(Stored data entries)
▬▬▬▬▬▬
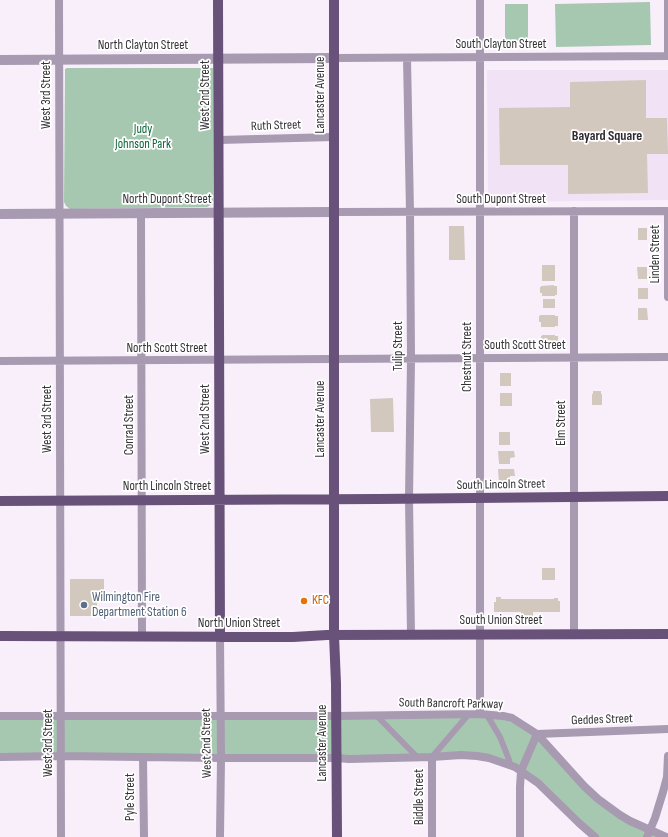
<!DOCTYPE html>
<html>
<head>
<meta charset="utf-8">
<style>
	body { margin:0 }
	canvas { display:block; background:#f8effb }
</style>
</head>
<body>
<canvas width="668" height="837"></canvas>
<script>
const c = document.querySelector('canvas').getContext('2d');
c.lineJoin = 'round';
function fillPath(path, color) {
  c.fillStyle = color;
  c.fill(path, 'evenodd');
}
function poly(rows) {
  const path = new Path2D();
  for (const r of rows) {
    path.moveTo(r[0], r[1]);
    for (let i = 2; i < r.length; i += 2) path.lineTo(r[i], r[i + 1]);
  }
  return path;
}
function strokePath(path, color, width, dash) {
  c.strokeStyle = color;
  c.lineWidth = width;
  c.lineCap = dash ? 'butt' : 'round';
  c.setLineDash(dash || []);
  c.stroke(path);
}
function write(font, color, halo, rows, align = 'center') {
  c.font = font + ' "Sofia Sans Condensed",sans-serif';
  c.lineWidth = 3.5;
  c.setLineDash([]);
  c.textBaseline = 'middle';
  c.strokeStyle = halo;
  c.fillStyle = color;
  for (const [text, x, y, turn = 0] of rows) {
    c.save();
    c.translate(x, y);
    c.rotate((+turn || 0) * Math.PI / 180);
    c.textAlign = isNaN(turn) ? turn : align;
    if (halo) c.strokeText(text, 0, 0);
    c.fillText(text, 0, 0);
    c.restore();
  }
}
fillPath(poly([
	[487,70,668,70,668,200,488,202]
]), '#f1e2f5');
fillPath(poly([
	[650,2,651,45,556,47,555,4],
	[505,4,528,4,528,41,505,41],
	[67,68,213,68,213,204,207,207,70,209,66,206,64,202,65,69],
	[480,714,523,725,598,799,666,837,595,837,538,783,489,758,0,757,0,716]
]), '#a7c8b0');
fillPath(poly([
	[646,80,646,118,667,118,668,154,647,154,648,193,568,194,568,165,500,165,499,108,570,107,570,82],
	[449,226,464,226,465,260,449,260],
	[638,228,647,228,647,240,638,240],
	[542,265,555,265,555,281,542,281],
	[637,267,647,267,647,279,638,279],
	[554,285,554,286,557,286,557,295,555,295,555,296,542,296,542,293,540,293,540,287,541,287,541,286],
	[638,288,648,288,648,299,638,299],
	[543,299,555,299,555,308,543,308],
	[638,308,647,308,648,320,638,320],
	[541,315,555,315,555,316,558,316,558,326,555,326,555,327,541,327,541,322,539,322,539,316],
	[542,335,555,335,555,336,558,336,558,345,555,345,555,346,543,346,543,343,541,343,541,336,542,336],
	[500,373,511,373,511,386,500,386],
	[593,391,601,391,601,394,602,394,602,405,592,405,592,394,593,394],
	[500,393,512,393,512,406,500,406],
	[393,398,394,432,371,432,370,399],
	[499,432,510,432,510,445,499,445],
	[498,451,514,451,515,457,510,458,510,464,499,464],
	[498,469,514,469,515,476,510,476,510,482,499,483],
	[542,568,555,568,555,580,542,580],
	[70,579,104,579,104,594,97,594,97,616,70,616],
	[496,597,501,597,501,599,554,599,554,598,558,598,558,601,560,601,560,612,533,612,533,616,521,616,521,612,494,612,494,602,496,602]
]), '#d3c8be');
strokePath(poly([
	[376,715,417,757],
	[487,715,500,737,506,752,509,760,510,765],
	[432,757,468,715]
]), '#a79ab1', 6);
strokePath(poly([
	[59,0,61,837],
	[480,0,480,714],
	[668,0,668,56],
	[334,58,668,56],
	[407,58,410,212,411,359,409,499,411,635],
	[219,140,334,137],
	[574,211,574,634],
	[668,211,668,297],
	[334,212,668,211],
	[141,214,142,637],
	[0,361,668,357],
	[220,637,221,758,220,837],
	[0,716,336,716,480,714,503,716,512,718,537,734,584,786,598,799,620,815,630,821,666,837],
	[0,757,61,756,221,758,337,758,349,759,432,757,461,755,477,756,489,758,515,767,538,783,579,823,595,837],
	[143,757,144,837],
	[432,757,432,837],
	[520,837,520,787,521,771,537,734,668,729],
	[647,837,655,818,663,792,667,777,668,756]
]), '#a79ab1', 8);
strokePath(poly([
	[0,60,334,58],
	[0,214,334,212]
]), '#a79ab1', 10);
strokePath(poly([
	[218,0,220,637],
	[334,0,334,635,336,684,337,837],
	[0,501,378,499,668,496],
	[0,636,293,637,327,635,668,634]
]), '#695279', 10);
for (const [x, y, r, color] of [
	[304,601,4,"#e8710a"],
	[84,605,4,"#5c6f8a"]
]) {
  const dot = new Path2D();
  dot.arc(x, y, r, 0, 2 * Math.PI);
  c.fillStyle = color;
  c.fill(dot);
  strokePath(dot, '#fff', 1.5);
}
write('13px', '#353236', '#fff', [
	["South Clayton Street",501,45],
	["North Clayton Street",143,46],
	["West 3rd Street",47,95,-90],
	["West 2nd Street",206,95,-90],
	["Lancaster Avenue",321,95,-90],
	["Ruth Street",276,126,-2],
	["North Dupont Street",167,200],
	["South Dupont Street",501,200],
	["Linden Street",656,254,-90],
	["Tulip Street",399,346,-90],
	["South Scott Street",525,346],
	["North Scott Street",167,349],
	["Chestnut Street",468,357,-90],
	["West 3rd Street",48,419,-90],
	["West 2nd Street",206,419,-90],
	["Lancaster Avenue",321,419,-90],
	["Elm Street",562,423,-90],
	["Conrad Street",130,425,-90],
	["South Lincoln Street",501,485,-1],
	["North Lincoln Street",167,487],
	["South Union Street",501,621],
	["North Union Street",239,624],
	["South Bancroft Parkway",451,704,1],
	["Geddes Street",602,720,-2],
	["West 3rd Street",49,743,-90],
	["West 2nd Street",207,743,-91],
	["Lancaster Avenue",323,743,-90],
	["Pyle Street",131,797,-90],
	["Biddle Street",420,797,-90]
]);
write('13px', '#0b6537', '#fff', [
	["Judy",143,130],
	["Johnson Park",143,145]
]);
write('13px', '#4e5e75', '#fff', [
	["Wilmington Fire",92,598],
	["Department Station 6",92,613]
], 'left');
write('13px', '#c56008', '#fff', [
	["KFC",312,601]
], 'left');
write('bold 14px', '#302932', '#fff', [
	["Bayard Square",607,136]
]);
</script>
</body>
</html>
▬▬▬▬▬▬
* [Task details]
In the data above, find each line that has the word "North" and copy it out.

* [Response area]
	["North Clayton Street",143,46],
	["North Dupont Street",167,200],
	["North Scott Street",167,349],
	["North Lincoln Street",167,487],
	["North Union Street",239,624],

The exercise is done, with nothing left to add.